Shekwasanan wurde am Abend des 16. April mit Giftgas bombardiert. 130 Menschen starben sofort, 50 weitere wurden verletzt. Die Verletzten wurden in das nächstgelegene Krankenhaus gebracht, wo die irakische Armee schon auf sie wartete, sie verschleppte und verschwinden ließ.

2008 implementierte Wadi einige Projekte - Computer- und Nähkurse sowie eine kleine Bibliothek - in Shekwasanan. Durch diese Projekte konnten Wadi-Mitarbeiter/innen ein gutes Verhältnis zur lokalen Bevölkerung aufbauen.

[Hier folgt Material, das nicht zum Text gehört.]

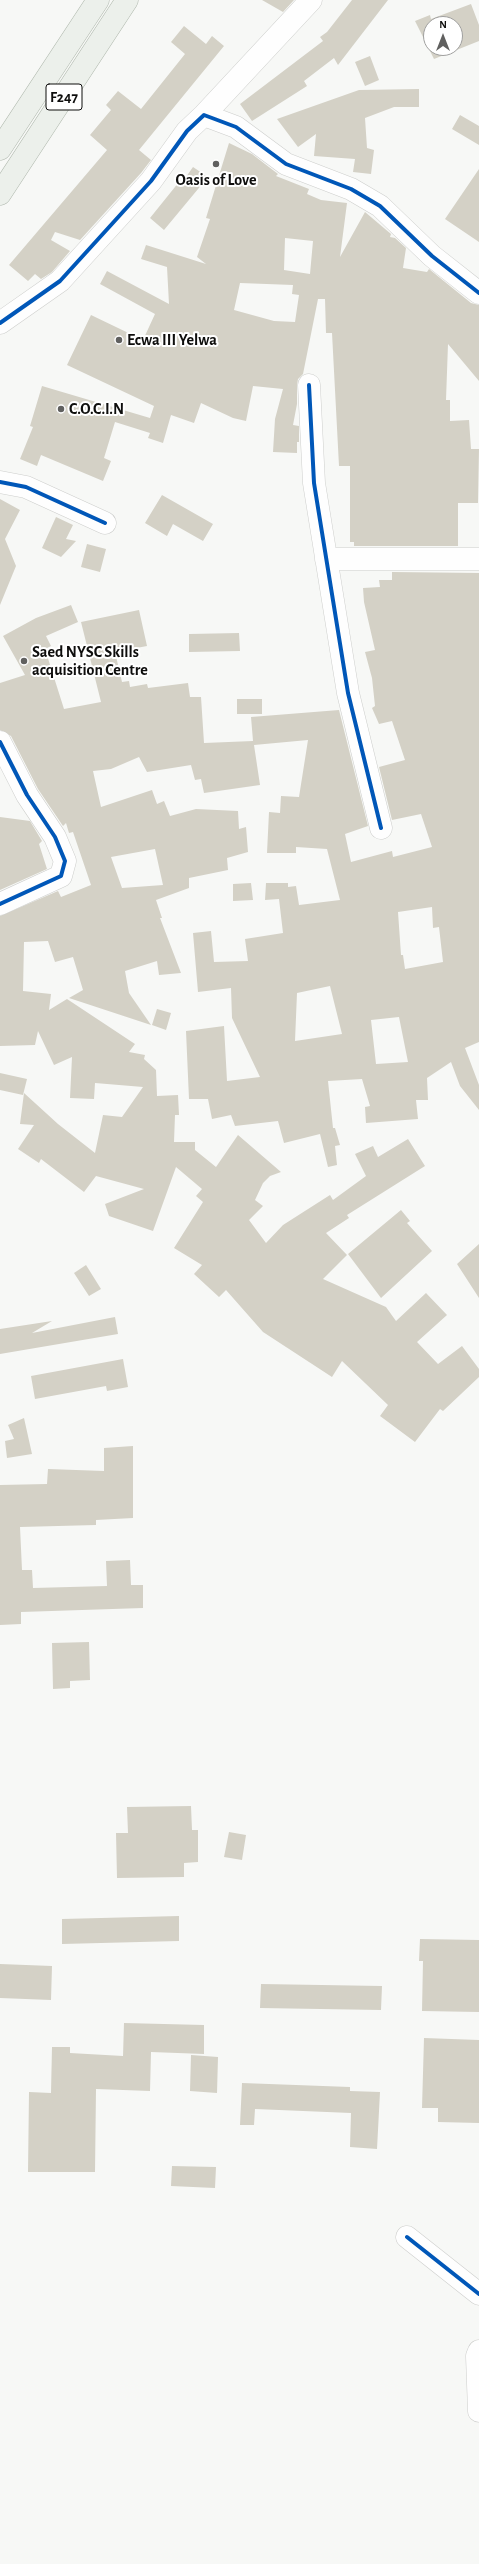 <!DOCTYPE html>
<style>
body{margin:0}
#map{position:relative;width:479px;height:2564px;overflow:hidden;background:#f7f8f6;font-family:"Alegreya Sans",sans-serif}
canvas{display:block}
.north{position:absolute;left:423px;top:16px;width:40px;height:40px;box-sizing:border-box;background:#fff;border:1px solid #9f9f9e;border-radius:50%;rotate:0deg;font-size:11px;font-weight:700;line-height:16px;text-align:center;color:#0e0e0d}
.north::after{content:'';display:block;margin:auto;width:14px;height:18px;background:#60605f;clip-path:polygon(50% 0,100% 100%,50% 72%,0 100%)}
</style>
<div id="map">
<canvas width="479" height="2564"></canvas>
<div class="north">N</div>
</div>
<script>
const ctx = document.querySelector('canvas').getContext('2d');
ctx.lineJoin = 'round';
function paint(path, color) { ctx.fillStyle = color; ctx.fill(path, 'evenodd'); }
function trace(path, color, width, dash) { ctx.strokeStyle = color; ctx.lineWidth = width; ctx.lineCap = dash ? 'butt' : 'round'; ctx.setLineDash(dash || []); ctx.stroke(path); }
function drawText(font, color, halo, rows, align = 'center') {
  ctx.font = font + ' "Alegreya Sans",sans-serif'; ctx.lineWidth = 4; ctx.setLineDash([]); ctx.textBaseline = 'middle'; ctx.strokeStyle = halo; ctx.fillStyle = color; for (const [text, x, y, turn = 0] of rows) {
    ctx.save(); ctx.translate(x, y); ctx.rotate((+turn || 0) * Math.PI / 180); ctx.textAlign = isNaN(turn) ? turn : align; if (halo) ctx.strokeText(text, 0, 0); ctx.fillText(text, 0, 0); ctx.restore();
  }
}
const building = new Path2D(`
 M262,0h32l-11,12z
 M352,0h36l-50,65 -4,-7 -30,23 3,5 -55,35 -12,-17 83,-63 -3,-4 7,-5z
 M471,4l8,21v16l-45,18 -19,-38 15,-6 1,4zM431,24h24v24h-24z
 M184,26l22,18 6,-8 12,10 -85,104 12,10 -10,13 -61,67 -25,-8 -4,8 19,11 -18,21 -11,7 -6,-5 -7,7 -19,-16 98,-115 -17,-15 21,-25 -5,-5 12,-14 23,18 44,-55 -14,-12z
 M370,56l9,24 -14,6 -10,-24z
 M419,89v18h-25l-29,11 2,30 7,2 -3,24 -18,-2 2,-13 -41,-3 2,-22 -18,13 -21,-28 82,-29z
 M460,115l19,11v19l-27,-16z
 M229,143l23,11 26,20 -2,2 33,13 -2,5 14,6 26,3 -7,54 25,-45 26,22 -1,3 5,1 11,10 -3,20 24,4 2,-3 42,34 8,2v76l-31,-37 -2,56h4v21l19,-1 2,29h8l-1,54h-20v43h-104v-4h-4v-76h-11l-7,-133h-6l-1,-34h-7l-15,75 -5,5 -1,6v19l-4,21 6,1v16h-2v11l-24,-1 2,-33 8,-30 -30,-3 -7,35 -13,-3 -32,-15 -7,20 -23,-8 -8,28 -15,-5 2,-5 -35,-11 -11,36 7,3 -8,20 -62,-26 -4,11 -17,-7 13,-32 -3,-1 12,-40 108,32 4,-12 -87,-41 24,-50 52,25 12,-26 -55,-30 7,-13 62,33 -2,-37 -26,-8 5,-14 60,19 -9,-7 13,-38 -4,-1zM285,238l28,3 -3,33 -26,-4zM240,283l53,2 -1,9 7,1 -4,27 -21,-1 -40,-11z
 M193,167l15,10 -44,53 -14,-12 29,-36 2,2z
 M479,169v73l-34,-23z
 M162,495l51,29 -10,17 -30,-17 -6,12 -22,-13z
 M0,499l20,11 -15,29 11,27 -16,39z
 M56,517l17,8 -7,14 10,2 -15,16 -19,-9z
 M87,544l19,5 -6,23 -19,-5z
 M392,572l87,1v469l-14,6 14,37v25l-19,-24 -9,-24 -24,16 1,22h-12l2,19 -52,4 -1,-16 5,-1 -8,-27 -34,2 5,47h2l5,17 -5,1 2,19 -9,2 -8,-33 -36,9 -6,-22 -43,5 -4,-11 -19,4 -4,-20h-19l-3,-68 38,-5 3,55 33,-4 -28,-59 -1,-30 -33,4 -5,-59 18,-2 3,31 34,-1 -3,-22 38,-6 -4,-34 -14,1 1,-17h22v4l8,-1 3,19 41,-5 -13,-51 -31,-2v6h-29l2,-41 11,1 1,-17 18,1 9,-57 -54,5 6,40 -56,8 -3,-14 -6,1 -4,-15 -44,7 -8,-15 -28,12 -18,2 8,36 51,-17 5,14 7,-3 6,15 26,-7 42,2 1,18 7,-2 2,25 -21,6 1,12 -39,8v10l-33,12 6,18h-2l21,55 -22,2 -2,-14 -32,10 4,22 22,32 -82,-27 14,-8 -10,-33 -18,5 -7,-21 -24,1 -1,49 28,3 -2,16 18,-11 68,45 -6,8 16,3 -1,4 12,11 1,26 21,-1 1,20h-4l-1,27h21v8l21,17 22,-32 43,37 -11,4 -7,7 -8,17 8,6 -14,14 17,23 17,-18 47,-30 3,5 33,-24 -11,-22 18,-8 5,11 30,-18 17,27 -78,49 2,3 -23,15 21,22 -24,24 63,28 10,14 30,-28 21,22 -30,27 21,22 24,-18 17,23v8l-36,34 -3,-2 -25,33 -35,-26 8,-11 -46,-44 -10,16 -69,-45 -37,-42 -7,7 -25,-23 8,-9 -28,-17 29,-46 -7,-6 6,-7 -26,-22 -23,64 -44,-15 -4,-12 39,-15 -48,-13 -12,16 -43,-33 -2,4 -21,-14 16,-24 -14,-1 4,-31 34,31 37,29 8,-38 19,2 21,-30 -48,-4 -1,16 -24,-1 2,-41 -18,8 -16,-34 -3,14 -35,1v-130l58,-25 3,6 30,-12 -18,-53 -4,1 -3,-10 -3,3 -25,-37 -27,-53 -11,-6v-47l25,-8 -22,-39 33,-18 35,-13 7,17 -32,14 5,10 -6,3 19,60 37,-7 -20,-80 58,-12 8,36 -32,6 7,30 7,-1 1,6 17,-3 1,4 40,-5 2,14h11l3,46 49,-2 -2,-24 88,-7 29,116 -23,8 6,28 41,-11 1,6 39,-10 -11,-33 -29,6 -13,-53 26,-7 -13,-39 -13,3 -7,-16 3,-2 -3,-28 -7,-26 10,-2 -11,-48 -1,-14 17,-1 -1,-7h13zM155,849l8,36 -41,3 -11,-31zM432,907l1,21 6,-1 4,35 -38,7 -2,-14h-2l-3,-43zM330,986l12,48 -47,7 2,-48zM399,1017l9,45 -32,2 -5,-44z
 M239,633l1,18 -51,1v-18z
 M237,699h25v15h-25z
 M0,817l30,4 12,20 -3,3 8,25 -47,21z
 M251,883l2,17 -20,1v-17z
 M157,1009l14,4 -5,17 -14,-5z
 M0,1073l27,6 -4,16 -23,-5z
 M401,1210l9,11 -3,2 25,28 -51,47 -33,-44z
 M479,1244v54l-22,-34z
 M86,1265l15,24 -12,7 -15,-23z
 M115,1317l3,17 -118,20v-25l52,-8 -20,12z
 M123,1359l5,28 -21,4 -1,-5 -71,13 -4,-23z
 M24,1418l8,36 -25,4 -2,-17 9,-2 -6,-14z
 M133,1446v72l-37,2v5l-76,2 2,43h10l1,18 74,-2 -1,-25 24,-1 1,25h12v23l-122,4v12l-21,1v-140l47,-1 1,-15 56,2v-23z
 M89,1642l1,38 -20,1v7l-17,1 -1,-46z
 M191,1806l1,24h6v32l-14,1v14l-67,1 -1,-45h12l-1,-26z
 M229,1832l17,3 -4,25 -18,-3z
 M179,1916v25l-117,3v-25z
 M420,1939l59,1v72l-57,-1 1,-50h-4z
 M0,1964l52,2 -1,34 -51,-2z
 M261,1984l121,2 -1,24 -121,-2z
 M124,2023l80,2v29l-53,-2 -1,39 -54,-2 -1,83h-67l1,-80 22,1 1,-46h18v6l53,3z
 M424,2038l55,2v83l-41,-1v-14h-16z
 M191,2055l27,2 -1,36 -27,-2z
 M242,2083l108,4v4l30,1 -3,57 -27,-2 1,-34 -96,-4 -1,16h-14z
 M172,2166l44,1 -1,21 -44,-2z`);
const street = new Path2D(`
 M204,115l107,-115
 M0,323l60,-42 91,-100 36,-50 17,-16 32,12 50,37 65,25 29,17 52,50 47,37
 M309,385l5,98 34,210 33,135
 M0,482l26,5 79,36
 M326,559h153
 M0,742l27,53 28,42 10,24 -4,15 -61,28
 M407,2237l72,57
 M479,2351l-2,5 2,55`);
const primary = new Path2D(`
 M0,149l98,-149
 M0,194l127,-194`);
const cycleway = new Path2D(`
 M0,323l60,-42 91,-100 36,-50 17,-16 32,12 50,37 65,25 29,17 52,50 47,37
 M309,385l5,98 34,210 33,135
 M0,482l26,5 79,36
 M0,742l27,53 28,42 10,24 -4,15 -61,28
 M407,2237l72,57`);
const markers = [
 [216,164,4,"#60605f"],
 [119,340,4,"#60605f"],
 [61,409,4,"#60605f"],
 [24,661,4,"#60605f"]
];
const shields = [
 [64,97,36]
];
const shieldNames = [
 ["F247",64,97]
];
const poiNames = [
 ["Oasis of Love",216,180,"center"],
 ["Ecwa III Yelwa",127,340],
 ["C.O.C.I.N",69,409],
 ["Saed NYSC Skills",32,652],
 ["acquisition Centre",32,670]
];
paint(building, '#d4d1c6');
trace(street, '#cdcecc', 23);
trace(primary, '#adb6ab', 23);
trace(street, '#fefefe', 22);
trace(primary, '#ecf0eb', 22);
trace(cycleway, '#0057b8', 4);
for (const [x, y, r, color] of markers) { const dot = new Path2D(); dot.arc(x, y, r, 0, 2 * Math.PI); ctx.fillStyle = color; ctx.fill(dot); trace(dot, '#fff', 1.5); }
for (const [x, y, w] of shields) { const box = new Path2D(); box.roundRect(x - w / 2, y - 13, w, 26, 3); ctx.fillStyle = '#fff'; ctx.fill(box); trace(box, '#0e0e0d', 1); }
drawText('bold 15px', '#0e0e0d', null, shieldNames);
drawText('bold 16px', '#0e0e0d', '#fff', poiNames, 'left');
</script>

2009 blieb Wadi mit dem Dorf in engem Kontakt und das mobile Team sorgte mit einigen Hilfen dafür, dass der Bibliotheksbetrieb aufrechterhalten werden konnte. Außerdem stellte das Team fest, dass sich die Toilette der Grundschule (400 Kinder) in unzumutbarem Zustand befand, und organisierte die Beschaffung von Material und den Bau einer neuen Toilette. Die Dorfbewohner selbst realisierten das Vorhaben in Eigenarbeit.

Zur Zeit plant Wadi den Bau eines Kinderspielplatzes in Shekwasanan. Der Bürgermeister hat dafür ein kleines Stück Land zur Verfügung gestellt. Die abgeschiedene Lage von Shekwasanan erschwert die Umsetzung von Projekten sehr. Jeder Besuch des Wadi-Teams erfordert eine Fahrzeit von insgesamt etwa acht Stunden auf zum Teil schlechten Straßen.


Jugendliche brauchen Anregung

Das Dorf Xate liegt ebenfalls im Balisantal. Es wurde am 16. April 1987 von der irakischen Armee mit Giftgas bombardiert. Sechs Menschen starben und zehn wurden verletzt. Auch sie wurden zum Krankenhaus gebracht und von dort verschleppt.

Die Menschen in Xate waren gleich sehr aufgeschlossen und zeigten sich erfreut über Wadis Hilfsangebot. Nach mehreren Besuchen entschloss sich das Notfallteam, hier einen Computerkurs einzurichten.  2008 wurden fünf Computer samt Zubehör geliefert und die ersten Kurse abgehalten. Seit 2009 werden zusätzlich Fortgeschrittenenkurse angeboten. Auch außerhalb der Kurse können die Computer von den Jugendlichen des Ortes genutzt werden - ein Angebot, von dem reichlich Gebrauch gemacht wird.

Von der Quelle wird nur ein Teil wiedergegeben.